Reflections from Transforming Discipleship by Greg Ogden
Transforming Discipleship by Greg Ogden provides some challenging reading. He focuses on the failure of churches (particularly in the West) to disciple people, and poses the question if we had three years left in our ministerial post, what could we do to ensure that discipleship continues once we depart? He looks at the example of Jesus, and also Paul. Jesus spent three years teaching and training his disciples for the task of ministry. Greg argues that most of our discipleship programs are ineffective, and that we expect people to be discipled by listening to sermons, or attending meetings. He argues that our understanding of ministry is that the vicar/minister is there to provide pastoral care to the church, and to disciple the congregation, but it limits the effectiveness of the church. Greg argues that the most effective form of discipleship is in groups of three people, over a period of a year or two, where close relationships can be formed, and where people can hold one another accountable. He believes this is the primary ministerial calling and responsibility of the clergy, to be discipling a couple of people at a time, who then in turn will disciple others.
Greg gives this challenge in his book:
Here is a challenge to all pastors and Christian leaders. Where are the men and women in whom we are multiplying ourselves so that ministry carries on long after we have gone? How would your minister be different if you placed the highest priority on selecting, motivating and training lay leaders that could carry on as much as possible the mission of the parish after you were gone? Take a moment to evaluate how your ministry would be different if you made a few the priority, as Jesus did. What if you adopted Jesus' model of training a few... to the point where their ministry was not reliant upon you? How would the way you spend your time change? How would this affect your weekly schedule? What would you have to give up doing in order to train people? What skills would you have to acquire that are not currently part of your repertoire?
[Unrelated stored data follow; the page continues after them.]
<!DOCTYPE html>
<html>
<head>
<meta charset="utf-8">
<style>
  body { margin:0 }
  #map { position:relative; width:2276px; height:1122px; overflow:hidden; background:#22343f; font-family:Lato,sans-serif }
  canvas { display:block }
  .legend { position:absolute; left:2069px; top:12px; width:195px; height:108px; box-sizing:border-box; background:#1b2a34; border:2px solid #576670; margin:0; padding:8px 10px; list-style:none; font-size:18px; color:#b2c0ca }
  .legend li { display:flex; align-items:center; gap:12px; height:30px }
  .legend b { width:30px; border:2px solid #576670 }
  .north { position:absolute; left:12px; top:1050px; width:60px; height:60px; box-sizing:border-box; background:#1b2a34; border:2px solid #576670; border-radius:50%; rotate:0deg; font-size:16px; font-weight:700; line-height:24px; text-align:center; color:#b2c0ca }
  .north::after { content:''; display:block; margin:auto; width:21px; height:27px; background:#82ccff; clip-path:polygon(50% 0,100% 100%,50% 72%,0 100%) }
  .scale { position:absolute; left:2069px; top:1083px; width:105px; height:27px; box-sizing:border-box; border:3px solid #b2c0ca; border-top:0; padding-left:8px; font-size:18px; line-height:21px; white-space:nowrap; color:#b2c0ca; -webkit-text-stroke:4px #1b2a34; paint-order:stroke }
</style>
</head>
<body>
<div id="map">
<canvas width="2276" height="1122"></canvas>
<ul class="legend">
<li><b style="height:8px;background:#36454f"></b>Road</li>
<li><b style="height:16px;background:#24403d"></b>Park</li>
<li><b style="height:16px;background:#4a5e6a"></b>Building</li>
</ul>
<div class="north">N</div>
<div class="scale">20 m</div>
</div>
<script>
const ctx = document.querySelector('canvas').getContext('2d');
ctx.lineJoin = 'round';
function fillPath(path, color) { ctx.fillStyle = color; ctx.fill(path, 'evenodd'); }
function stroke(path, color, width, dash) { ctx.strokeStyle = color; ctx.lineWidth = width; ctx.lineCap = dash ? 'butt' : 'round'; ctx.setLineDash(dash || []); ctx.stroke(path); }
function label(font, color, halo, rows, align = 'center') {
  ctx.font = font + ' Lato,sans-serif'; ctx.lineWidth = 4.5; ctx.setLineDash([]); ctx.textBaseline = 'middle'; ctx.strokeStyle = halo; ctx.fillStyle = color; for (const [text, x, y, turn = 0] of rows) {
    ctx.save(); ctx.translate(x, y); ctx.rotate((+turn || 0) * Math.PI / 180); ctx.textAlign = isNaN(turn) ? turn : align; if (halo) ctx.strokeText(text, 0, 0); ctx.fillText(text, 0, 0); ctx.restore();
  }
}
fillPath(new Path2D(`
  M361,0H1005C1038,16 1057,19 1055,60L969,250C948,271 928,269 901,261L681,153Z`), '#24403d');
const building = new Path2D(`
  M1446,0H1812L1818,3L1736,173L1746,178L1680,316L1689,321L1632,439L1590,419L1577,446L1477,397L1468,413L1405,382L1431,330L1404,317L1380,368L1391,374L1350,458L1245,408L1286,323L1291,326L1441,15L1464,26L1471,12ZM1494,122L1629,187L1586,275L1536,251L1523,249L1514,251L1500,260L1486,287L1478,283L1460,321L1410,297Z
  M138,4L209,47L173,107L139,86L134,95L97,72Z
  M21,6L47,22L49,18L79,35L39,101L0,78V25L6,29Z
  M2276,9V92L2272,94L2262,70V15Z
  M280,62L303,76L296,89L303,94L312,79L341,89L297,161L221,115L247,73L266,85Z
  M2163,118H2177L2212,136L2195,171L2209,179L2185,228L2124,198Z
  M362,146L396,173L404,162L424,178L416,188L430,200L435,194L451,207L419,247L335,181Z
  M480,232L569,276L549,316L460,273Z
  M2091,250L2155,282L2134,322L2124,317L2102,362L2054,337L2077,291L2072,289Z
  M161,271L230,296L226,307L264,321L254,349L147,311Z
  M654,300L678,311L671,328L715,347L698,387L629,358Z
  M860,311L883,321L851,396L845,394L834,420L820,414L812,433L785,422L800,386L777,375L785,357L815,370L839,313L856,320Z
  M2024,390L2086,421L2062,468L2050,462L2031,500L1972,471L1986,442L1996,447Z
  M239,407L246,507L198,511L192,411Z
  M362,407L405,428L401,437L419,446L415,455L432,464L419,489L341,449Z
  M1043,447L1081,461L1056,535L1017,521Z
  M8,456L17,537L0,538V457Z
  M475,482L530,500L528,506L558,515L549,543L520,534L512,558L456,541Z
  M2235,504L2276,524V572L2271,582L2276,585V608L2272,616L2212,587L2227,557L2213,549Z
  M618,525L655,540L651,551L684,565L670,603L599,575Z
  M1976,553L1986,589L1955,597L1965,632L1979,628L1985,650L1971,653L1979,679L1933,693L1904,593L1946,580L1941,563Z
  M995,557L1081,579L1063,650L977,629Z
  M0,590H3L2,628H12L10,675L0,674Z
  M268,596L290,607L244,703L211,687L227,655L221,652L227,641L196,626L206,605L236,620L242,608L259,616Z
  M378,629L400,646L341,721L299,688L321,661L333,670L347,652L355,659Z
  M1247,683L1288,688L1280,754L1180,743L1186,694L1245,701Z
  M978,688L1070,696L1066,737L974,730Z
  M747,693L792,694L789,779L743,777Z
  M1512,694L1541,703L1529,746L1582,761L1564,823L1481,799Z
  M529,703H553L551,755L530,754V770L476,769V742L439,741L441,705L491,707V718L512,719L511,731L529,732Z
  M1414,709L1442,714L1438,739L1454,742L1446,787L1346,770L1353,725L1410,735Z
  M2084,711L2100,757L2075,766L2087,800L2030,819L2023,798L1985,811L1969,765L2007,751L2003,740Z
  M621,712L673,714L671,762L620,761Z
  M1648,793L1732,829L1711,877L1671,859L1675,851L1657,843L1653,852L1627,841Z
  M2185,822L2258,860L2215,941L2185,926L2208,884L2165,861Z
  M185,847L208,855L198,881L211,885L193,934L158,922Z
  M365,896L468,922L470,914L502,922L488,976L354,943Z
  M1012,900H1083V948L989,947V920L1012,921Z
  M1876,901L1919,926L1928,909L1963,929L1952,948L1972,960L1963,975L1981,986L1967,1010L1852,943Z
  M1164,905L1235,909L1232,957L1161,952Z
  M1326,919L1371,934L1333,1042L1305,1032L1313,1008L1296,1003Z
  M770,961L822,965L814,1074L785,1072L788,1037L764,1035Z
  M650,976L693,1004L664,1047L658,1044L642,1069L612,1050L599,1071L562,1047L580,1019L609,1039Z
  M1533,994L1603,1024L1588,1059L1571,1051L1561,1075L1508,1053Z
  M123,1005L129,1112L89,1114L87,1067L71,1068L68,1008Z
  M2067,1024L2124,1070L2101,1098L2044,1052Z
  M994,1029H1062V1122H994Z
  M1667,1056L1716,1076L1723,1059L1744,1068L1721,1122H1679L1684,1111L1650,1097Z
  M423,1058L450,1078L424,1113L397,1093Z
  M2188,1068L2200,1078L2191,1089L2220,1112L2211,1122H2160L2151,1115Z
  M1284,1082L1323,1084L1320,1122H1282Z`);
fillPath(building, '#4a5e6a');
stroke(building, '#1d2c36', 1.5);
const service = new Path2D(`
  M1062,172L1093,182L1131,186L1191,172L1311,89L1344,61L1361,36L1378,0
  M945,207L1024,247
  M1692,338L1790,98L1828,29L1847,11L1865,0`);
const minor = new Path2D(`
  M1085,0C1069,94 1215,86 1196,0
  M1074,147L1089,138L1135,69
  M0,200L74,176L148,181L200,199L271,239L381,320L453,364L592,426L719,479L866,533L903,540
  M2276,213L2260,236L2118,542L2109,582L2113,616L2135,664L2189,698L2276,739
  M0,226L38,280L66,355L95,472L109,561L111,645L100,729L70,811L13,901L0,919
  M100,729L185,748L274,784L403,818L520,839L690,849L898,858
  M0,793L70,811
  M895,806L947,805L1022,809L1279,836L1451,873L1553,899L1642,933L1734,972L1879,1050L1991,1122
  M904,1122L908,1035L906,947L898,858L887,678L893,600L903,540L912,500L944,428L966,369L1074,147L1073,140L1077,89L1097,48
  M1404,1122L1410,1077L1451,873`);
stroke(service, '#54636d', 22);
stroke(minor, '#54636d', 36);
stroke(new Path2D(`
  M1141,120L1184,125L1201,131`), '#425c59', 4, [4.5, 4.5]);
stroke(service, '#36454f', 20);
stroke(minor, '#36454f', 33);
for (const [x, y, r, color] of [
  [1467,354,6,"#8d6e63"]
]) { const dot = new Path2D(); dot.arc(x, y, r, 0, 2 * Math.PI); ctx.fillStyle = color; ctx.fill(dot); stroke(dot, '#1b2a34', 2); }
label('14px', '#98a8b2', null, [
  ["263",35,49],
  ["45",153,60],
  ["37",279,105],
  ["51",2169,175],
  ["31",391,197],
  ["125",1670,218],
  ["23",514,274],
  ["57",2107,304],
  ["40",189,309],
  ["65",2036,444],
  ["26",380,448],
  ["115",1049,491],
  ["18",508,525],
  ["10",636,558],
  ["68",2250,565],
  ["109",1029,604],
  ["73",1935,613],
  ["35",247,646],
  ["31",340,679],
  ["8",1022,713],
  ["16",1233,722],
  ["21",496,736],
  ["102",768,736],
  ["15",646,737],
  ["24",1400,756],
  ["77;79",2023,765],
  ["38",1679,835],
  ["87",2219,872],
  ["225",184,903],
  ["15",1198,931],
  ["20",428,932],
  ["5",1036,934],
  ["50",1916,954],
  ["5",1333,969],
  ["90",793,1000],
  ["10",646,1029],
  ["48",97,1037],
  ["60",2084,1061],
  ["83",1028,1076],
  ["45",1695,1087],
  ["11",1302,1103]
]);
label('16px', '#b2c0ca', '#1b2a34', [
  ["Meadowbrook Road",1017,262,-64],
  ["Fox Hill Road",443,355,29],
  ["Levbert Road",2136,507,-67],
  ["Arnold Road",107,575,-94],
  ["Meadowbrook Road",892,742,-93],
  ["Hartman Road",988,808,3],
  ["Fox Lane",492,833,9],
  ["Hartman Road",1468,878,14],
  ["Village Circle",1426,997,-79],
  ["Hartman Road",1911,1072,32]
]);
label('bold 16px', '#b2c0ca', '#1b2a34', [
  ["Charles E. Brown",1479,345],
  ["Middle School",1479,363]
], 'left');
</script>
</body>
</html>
Jesus employed an empowerment model of servant leadership and training. Whereas pastors and ministry leaders today tend to be satisfied in having people become dependent upon their teaching and care, Jesus wanted self-initiating, reproducing, fully devoted followers. Today's pastor often looks at the church as the context in which he or she can minister while gathering a congregation as the audience. Jesus, by contrast, through that multiplication of ministry in a chosen few was the measurement of success. I'm sorry to say that what Coleman prophetically wrote in 1963 is still largely true: 'Jesus' plan has not been disavowed; it has been ignored.' (Coleman, Master Plan of Evangelism, page 112). If we want to see self initiating, reproducing, fully devoted followers be the mark of our ministry, we must adopt Jesus' method of investing in a few as the foundation upon which to build our ministry. (Transforming Discipleship, pages 97-98)I find Greg Ogden's book very challenging, and it is making me reflect on my priorities as a minister, it's worth getting and reading for yourself. My question is what do others think about what Greg writes? Have you invested on trying to disciple just a few people, in the hope that they will then go onto disciple others? Please do comment.